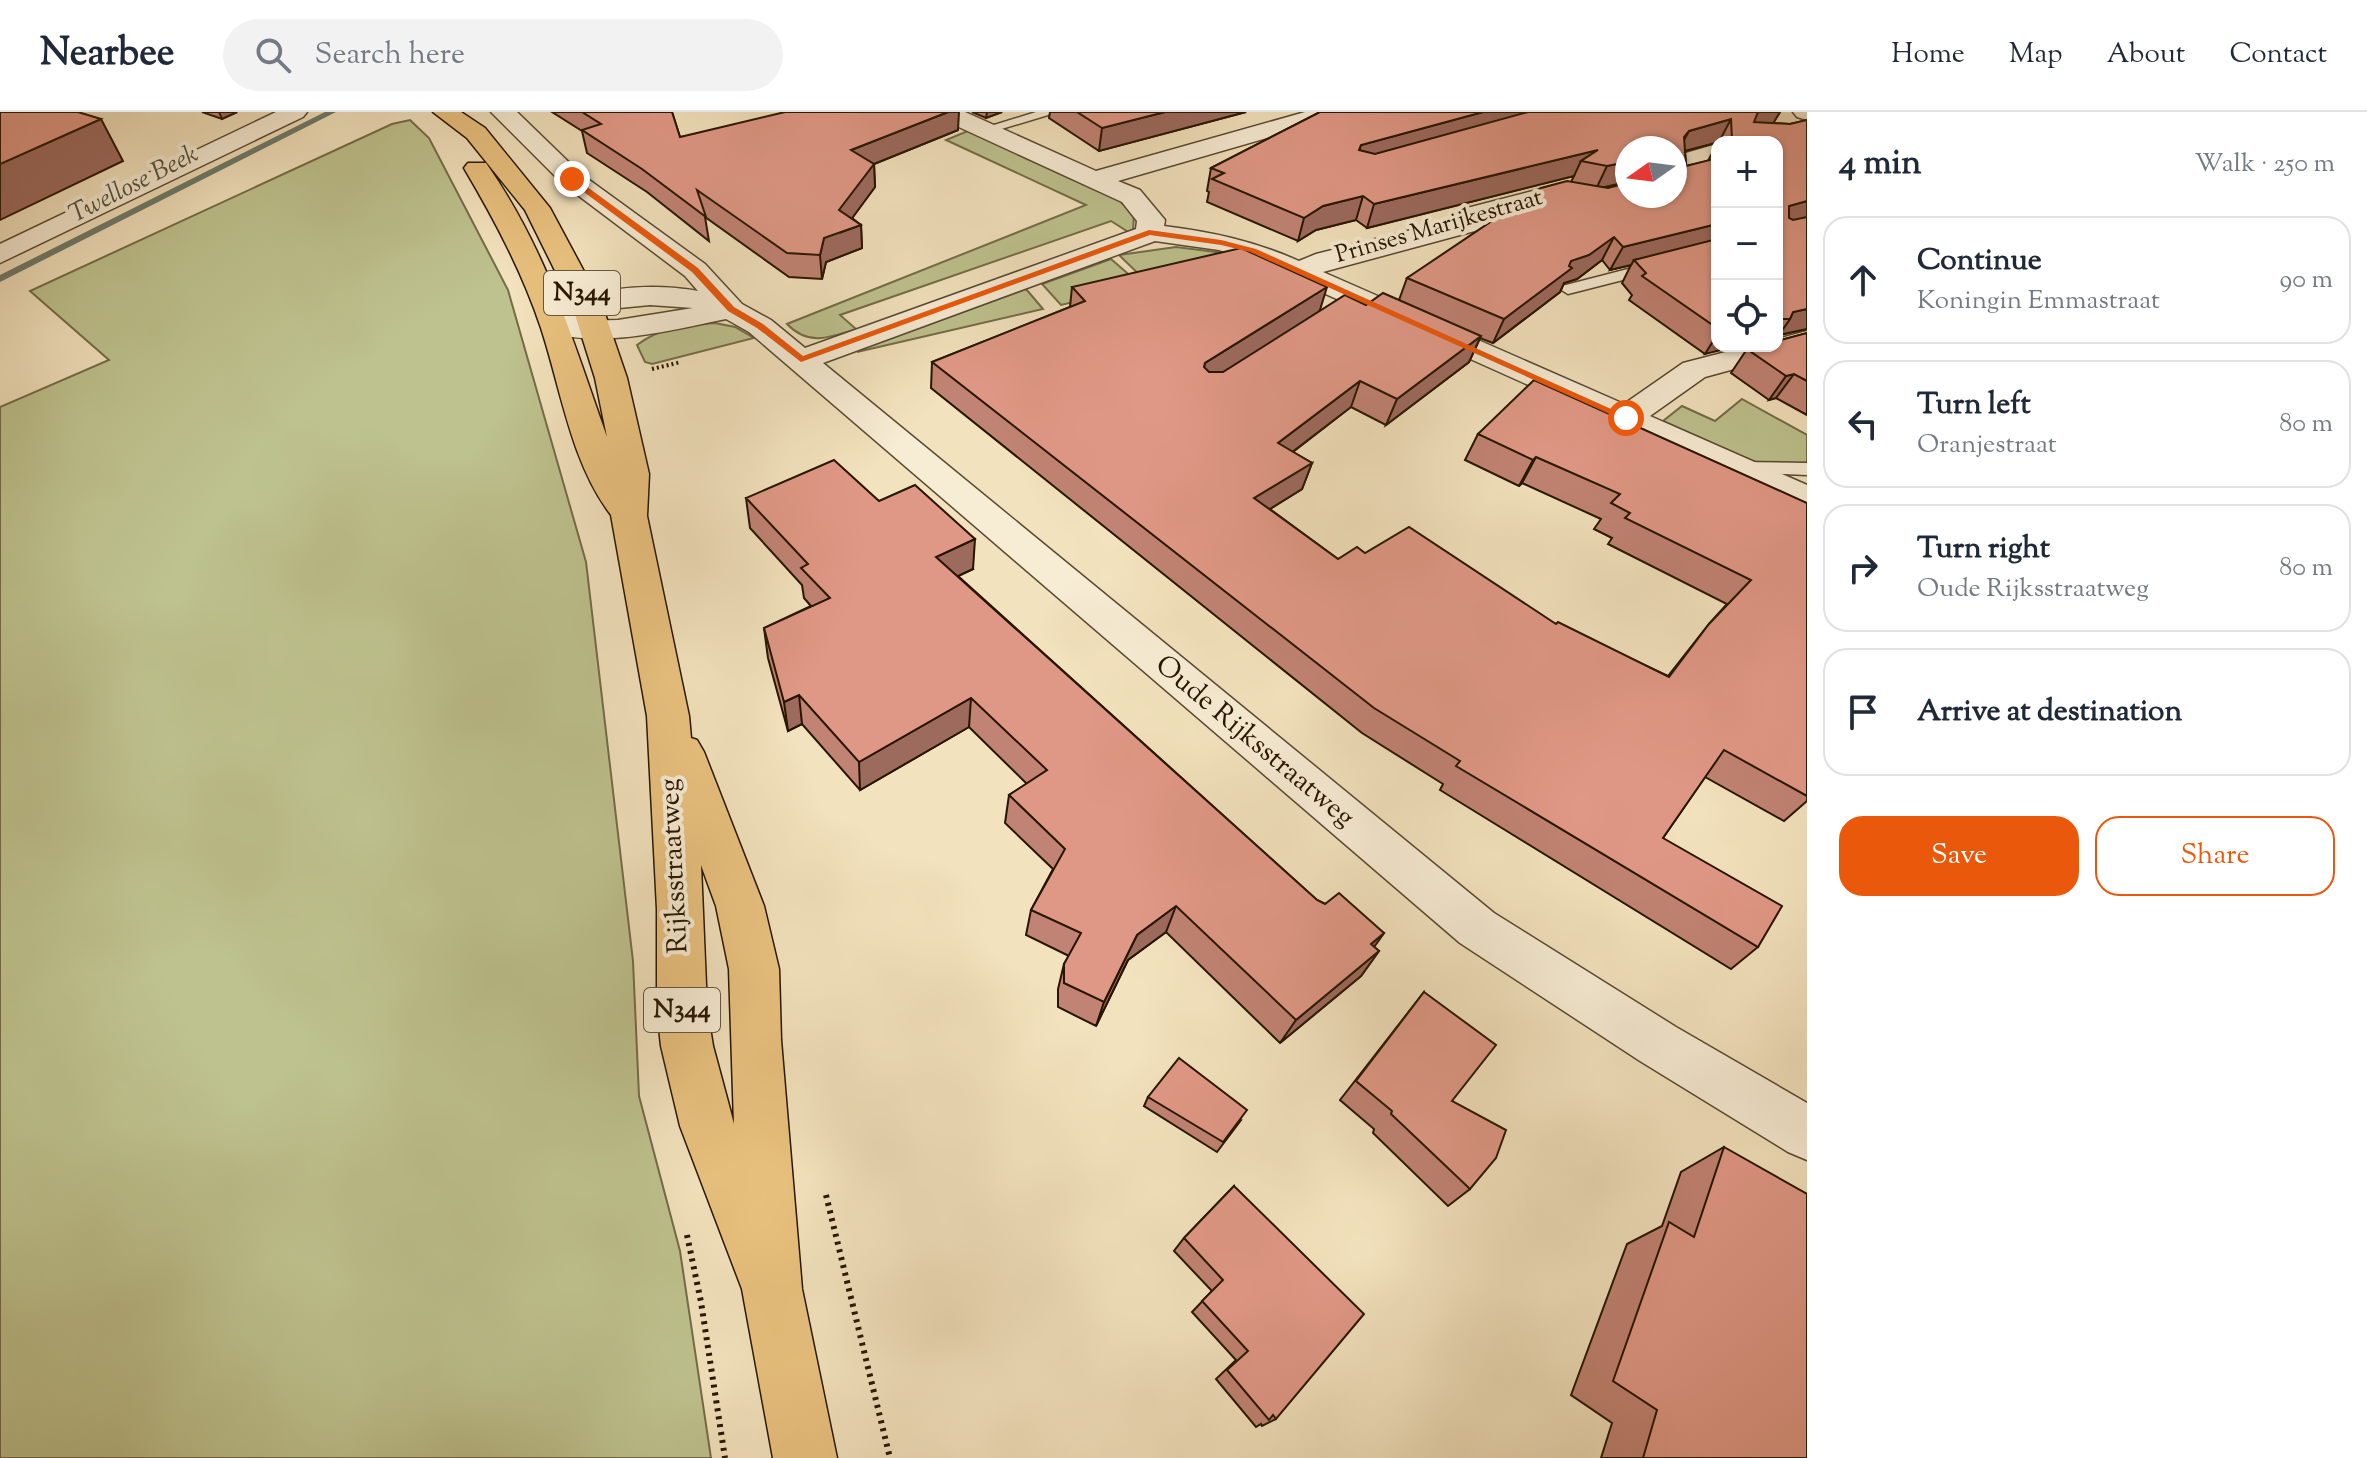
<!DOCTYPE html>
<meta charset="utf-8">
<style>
body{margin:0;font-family:"Sorts Mill Goudy",serif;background:#f2f2f3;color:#1f2937}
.controls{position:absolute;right:24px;top:24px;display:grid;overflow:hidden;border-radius:16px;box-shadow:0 2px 6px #0004}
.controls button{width:72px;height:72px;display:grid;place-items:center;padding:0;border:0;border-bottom:2px solid #e0e1e3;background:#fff;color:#1f2937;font:40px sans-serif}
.compass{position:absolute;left:1615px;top:24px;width:72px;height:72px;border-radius:50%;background:#fff;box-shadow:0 2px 6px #0004;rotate:256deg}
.stop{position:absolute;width:24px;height:24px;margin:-18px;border:6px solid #ea580c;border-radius:50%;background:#fff}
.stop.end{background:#ea580c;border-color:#fff;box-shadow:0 2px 8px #0008}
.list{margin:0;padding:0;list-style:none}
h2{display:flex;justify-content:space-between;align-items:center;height:104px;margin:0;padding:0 32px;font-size:34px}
h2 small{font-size:26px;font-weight:400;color:#747a83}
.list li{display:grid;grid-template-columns:52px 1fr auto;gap:24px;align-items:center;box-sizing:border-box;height:128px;margin:0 16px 16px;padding:0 16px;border:2px solid #e0e1e3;border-radius:24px}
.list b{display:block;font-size:30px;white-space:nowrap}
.list p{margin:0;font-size:26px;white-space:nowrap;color:#747a83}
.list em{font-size:26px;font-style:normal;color:#747a83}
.actions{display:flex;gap:16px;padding:24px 32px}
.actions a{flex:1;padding:18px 0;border:2px solid #ea580c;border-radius:24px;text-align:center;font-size:28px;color:#ea580c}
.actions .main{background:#ea580c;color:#fff}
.icon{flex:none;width:44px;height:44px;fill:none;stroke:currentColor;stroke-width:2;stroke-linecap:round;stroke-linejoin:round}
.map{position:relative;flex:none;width:1807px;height:1346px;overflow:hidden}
header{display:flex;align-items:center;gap:48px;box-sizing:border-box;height:112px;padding:0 40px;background:#fff;border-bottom:2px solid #e0e1e3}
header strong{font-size:38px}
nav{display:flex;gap:44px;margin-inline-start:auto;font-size:28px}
.search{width:560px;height:72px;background:#f2f2f3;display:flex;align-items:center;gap:20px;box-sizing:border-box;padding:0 28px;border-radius:44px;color:#747a83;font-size:30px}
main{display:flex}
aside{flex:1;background:#fff}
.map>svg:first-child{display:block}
.green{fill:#bec28e;stroke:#726c47;stroke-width:2}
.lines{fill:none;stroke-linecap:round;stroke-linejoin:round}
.stream{fill:#6d7a6a;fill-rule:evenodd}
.service-casing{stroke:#5a482f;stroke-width:3}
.minor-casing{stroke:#5a482f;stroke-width:3}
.primary-casing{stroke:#271500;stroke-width:3}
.path-far1{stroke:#271500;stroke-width:4;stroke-dasharray:2 3;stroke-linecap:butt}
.path{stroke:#271500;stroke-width:6;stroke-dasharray:3 5;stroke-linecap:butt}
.service{fill:#f7ecd4;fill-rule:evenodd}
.minor{fill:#f7ecd4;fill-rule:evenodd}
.primary{fill:#e9c17e;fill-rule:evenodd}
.wall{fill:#c18373;stroke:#271500;stroke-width:2;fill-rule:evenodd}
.shaded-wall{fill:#9d6a5e;stroke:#271500;stroke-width:2}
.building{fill:#e09886;stroke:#271500;stroke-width:2}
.route{fill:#ea580c}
.labels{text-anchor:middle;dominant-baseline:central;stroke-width:8;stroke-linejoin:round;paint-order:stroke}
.far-street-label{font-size:24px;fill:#271500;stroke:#f7ecd4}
.far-water-label{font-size:26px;font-style:italic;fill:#50503e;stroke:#f7ecd4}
.shield{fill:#f7ecd4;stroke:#655640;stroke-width:2}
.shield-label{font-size:26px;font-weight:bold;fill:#271500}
.street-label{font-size:28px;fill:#271500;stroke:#f7ecd4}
</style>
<header>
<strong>Nearbee</strong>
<div class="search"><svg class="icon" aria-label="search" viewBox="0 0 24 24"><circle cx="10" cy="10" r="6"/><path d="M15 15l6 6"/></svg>Search here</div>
<nav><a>Home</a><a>Map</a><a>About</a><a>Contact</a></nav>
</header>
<main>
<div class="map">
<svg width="1807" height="1346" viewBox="0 0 1807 1346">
<rect width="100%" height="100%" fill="#f2e2bd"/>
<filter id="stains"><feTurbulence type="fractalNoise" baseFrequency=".0025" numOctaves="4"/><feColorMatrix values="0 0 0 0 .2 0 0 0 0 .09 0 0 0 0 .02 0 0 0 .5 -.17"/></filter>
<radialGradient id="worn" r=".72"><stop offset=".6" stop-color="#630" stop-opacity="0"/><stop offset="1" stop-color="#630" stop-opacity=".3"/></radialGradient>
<g class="green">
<path d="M410,8L429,26L508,178L586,450L633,849L639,984L680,1139L711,1346H0V295L109,248L30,179L392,12Z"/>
<path d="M970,18L1113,83L1134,102L1133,119L1130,121L1111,109L840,203L856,217C829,226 808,234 787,212L1086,93L946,28Z"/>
<path d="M1176,135L1240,143L1149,172L1119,143Z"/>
<path d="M1111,147L1142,174L1061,193L1042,172Z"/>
<path d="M1026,177L1043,197L857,240L869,234Z"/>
<path d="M715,211L735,215L754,226L652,252L645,250L637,233C659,216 687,212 715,211Z"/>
<path d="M1742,287L1807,323V352L1757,351L1663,309L1682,294L1715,309Z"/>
</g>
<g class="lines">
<path class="stream" d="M325,0H336L0,170V163Z"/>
<defs>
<g id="service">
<path d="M1036,0H1058L985,22L978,18Z"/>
<path d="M1717,134V144L1568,182L1560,177L1562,174Z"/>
<path d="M1738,350L1807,351V363L1731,360L1729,356Z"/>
</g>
<g id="minor">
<path d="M276,0H307L303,5L0,151V132Z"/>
<path d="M491,0H517L581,62L705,152L742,192L771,208L805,236L1136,117L1137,109L1122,90L937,5L933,0H965L1096,59L1305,0H1343L1339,5L1118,69L1140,78L1165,108L1164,114C1212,120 1254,129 1299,149L1316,142L1463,105L1467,96L1556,73L1596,80L1627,72V84L1636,86L1596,96L1556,89L1490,107L1486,116L1323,160L1624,292L1683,251L1749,234H1777V227L1807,219V237L1705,265L1650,304L1807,373V398L1243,145L1219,138L1155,129L823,251L1494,801L1676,915L1807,991V1048L1788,1040L1640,949L1460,831L749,220L726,207C666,219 607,236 545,220L541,214C570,172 653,171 698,179L685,164L563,72ZM650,193L693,196L618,208L580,209L609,197Z"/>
<path d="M1793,0H1807V8L1797,5Z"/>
<path d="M1717,32V48L1701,52L1703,63L1699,68L1675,75V48L1679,43Z"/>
</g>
<path id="primary" d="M433,0H461L485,16L550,96L602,193L627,266L649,362L647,404L689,604L691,626L697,628L704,640L764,794L779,857L781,928L802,1177L837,1346H773L742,1177L680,1014L661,934L657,897V797L647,604L611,403C571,351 561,277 541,216C522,159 494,107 464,56L468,51H486C548,140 571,225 607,325L595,266L572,193L525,98L467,26ZM701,753L716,794L729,857L734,1012L713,934L707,897Z"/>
</defs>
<use href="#service" class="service-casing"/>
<use href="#minor" class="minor-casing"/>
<use href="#primary" class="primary-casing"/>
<path class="path-far1" d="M652,257L681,250"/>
<g class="path">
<path d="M826,1083L890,1346"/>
<path d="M687,1123L701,1190L725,1346"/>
</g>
<use href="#service" class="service"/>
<use href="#minor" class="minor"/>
<use href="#primary" class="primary"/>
</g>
<g class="wall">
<path d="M202,0H237L222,7Z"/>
<path d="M552,0H672L680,25L958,18L874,52L875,75L852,106L861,113L862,136L826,150L822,167L789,165L705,105L709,129L647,80L587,41L582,19Z"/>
<path d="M972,0H1002L986,6Z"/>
<path d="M1050,0H1246L1099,39L1049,6Z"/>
<path d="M1320,0H1780L1773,11L1790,12L1807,8V217L1779,223L1777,227V30H1719L1685,39L1686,54L1708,49L1717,32V234L1705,242L1629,188L1632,183L1622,171L1631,153L1610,158L1602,148L1577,167L1564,171L1560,180L1493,231L1480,226L1469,250L1386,313L1351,295L1293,340L1312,351L1302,377L1270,397L1338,447L1365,441L1556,512L1668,564L1709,512L1727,492L1608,432L1612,426L1594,417L1601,407L1522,371L1519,374L1465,348L1478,322L1807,391V689L1784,709L1705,665L1663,726L1758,835L1731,857L1440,678L1443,672L1362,621L931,276L932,250L1070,195L1072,175L1320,199L1399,188L1407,166L1571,70L1574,64L1367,116L1356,108L1316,118L1298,129L1207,90L1209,80L1207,79L1211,56ZM1627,36H1675V84L1604,75Z"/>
<path d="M1807,221V303L1776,286L1769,288L1731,261L1747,237Z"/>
<path d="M746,386L879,389L973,457L958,464L1317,788L1384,821L1374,835L1379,839L1361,864L1280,931L1166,820L1128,848L1096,914L1058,895V877L1064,852L1069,844L1026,823L1031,798L1053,757L1005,711L1009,683L1027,672L969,615L860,678L802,612L788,619L768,546L764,516L811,494L804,486L802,473L750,416Z"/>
<path d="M1424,880L1452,989L1470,1077L1448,1094L1373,1021L1374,1017L1340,988Z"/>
<path d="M1148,985L1241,1008L1217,1040L1144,994Z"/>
<path d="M1724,1035L1807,1346H1601L1612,1311L1571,1283L1627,1132L1662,1114L1681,1060Z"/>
<path d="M1234,1074L1276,1307L1262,1314L1261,1312L1256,1315L1216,1267L1236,1248L1192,1200L1212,1179L1174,1139L1184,1126Z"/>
</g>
<g class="shaded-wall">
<path d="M219,0H237L222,7Z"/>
<path d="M948,0H959L958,18L874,52L875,75L842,120L861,113L862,136L826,150L822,167L820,143L824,126L839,98L851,38Z"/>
<path d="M987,0H1002L986,6Z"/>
<path d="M1165,0H1246L1099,39L1102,16Z"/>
<path d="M1483,0H1554L1354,56L1361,33Z"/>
<path d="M1758,0H1780L1771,15L1745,22Z"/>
<path d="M101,7L123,49L0,108V52Z"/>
<path d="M1731,7L1719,30L1677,41L1689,19Z"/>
<path d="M1598,38L1581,49L1574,64L1367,116L1374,92Z"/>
<path d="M1627,50V70L1596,77L1607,54Z"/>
<path d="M1363,84L1356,108L1316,118L1298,129L1304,106L1323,94Z"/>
<path d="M1807,89V108L1777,117L1789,94Z"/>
<path d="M1717,112V132L1634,148L1631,153L1610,158L1623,135Z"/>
<path d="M1614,125L1602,148L1577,167L1564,171L1560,180L1493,231L1504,207L1571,149Z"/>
<path d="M1327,175L1319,201L1198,276L1205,251Z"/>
<path d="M1807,197V217L1779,223L1790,207L1793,200Z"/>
<path d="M1717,223V234H1737L1705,242Z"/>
<path d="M1481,224L1469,250L1386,313L1397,287Z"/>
<path d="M1794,262L1776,286L1769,288L1786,264Z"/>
<path d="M1360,269L1351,295L1270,357L1278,331Z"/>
<path d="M1536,345L1522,371L1519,374L1533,348Z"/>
<path d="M1312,351L1302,377L1246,412L1254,386Z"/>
<path d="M975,427L973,457L935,475L936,445Z"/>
<path d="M799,583L802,612L788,619L784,590Z"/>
<path d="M971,586L969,615L860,678L859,650Z"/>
<path d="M1176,794L1166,820L1128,848L1096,914L1104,890L1137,823Z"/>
<path d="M1384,821L1366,846L1371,832Z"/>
<path d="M1379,839L1361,864L1280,931L1296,908Z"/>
</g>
<g class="building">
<path d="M0,0H78L101,7L0,52Z"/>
<path d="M582,0H672L680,25L785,0H948L851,38L874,52L839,98L861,113L824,126L820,143L787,141L697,78L706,105L642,57L582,18L601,12Z"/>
<path d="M1077,0H1165L1102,16Z"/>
<path d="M1320,0H1483L1361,33L1359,38L1375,42L1528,0H1758L1754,10L1790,12L1807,8V89L1789,94V106L1793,108L1807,105V197L1793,200L1790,207H1777V30H1722L1732,27L1731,7L1689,19L1684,25L1686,54L1714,47L1717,42V112L1623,135L1614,125L1589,143L1571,149L1569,154L1572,156L1504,207L1407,166L1541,76L1567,69L1608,76L1627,71V84H1675V36H1627V50L1607,54L1581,49L1598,38L1374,92L1363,84L1323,94L1304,106L1212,67L1224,61L1211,56Z"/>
<path d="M1717,127V216L1642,164L1646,161L1634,148Z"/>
<path d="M1241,136L1327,175L1205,251L1204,255L1209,260H1223L1345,183L1366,193L1383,181L1481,224L1397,287L1360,269L1278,331L1312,351L1254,386L1338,447L1357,435L1365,441L1409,415L1556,512L1558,510L1669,565L1709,512L1751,468L1625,406L1630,401L1611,391L1620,382L1536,345L1533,348L1478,322L1534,268L1807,391V684L1724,638L1663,726L1782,794L1758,835L1456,654L1460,649L1374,596L932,250L1085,189L1072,175Z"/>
<path d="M1807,221V269L1794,262L1786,264L1747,237L1757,234H1777V229Z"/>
<path d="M834,348L879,389L915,373L975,427L936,445L1317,788L1325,792L1339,781L1384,821L1371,832L1379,839L1296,908L1176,794L1137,823L1104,890L1064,871V852L1081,821L1031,798L1065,737L1009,683L1047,658L971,586L859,650L799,583L784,590L764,516L830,486L801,456L808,452L746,386Z"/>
<path d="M1424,880L1496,933L1452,989L1506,1018L1496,1046L1470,1077L1391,1002L1392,999L1356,969Z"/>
<path d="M1179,946L1247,998L1223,1030L1148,985Z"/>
<path d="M1724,1035L1807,1082V1346H1643L1657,1298L1613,1269L1669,1110L1694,1125Z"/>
<path d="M1234,1074L1364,1202L1276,1307L1273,1303L1269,1308L1227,1258L1248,1239L1202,1189L1223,1168L1184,1126Z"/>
</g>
<path class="route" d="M569,66H575L698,156L734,195L763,212L803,244L1149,118L1221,128L1256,137L1631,306L1623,308L1250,140L1221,133L1150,123L801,250L757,216L728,199L692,160L569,69Z"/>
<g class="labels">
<g class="far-street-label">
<text transform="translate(1439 115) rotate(-16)">Prinses Marijkestraat</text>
</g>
<g class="far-water-label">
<text transform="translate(134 73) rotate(-27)">Twellose Beek</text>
</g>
<g class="shield">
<rect x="544" y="159" width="76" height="44" rx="6"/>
<rect x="644" y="876" width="76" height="44" rx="6"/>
</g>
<g class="shield-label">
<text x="582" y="181">N344</text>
<text x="682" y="898">N344</text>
</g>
<g class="street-label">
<text transform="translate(1254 630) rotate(40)">Oude Rijksstraatweg</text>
<text transform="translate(675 754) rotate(-93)">Rijksstraatweg</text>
</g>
</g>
<rect width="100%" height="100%" filter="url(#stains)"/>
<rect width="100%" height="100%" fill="url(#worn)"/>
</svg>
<div class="controls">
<button>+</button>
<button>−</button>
<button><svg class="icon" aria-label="locate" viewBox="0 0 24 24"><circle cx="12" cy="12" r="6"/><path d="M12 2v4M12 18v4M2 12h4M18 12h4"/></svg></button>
</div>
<svg class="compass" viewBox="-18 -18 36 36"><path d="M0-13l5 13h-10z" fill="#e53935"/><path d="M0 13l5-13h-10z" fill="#747a83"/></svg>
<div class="stop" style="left:1626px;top:306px"></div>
<div class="stop end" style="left:572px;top:67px"></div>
</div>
<aside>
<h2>4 min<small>Walk · 250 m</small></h2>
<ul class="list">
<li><svg class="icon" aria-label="ahead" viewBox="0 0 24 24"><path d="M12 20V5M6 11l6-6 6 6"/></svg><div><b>Continue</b><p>Koningin Emmastraat</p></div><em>90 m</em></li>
<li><svg class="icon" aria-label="left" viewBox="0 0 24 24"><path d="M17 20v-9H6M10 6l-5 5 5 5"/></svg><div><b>Turn left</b><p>Oranjestraat</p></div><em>80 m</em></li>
<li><svg class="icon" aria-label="right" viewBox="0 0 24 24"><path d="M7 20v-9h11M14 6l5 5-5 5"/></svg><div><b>Turn right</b><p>Oude Rijksstraatweg</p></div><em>80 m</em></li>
<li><svg class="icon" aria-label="arrive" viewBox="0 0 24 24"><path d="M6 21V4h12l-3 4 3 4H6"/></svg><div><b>Arrive at destination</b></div></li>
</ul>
<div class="actions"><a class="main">Save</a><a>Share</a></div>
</aside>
</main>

- - -

_What to work on_
Only lines with the word "white" are wanted; pull each of them from the records.

_Exercise output_
.list b{display:block;font-size:30px;white-space:nowrap}
.list p{margin:0;font-size:26px;white-space:nowrap;color:#747a83}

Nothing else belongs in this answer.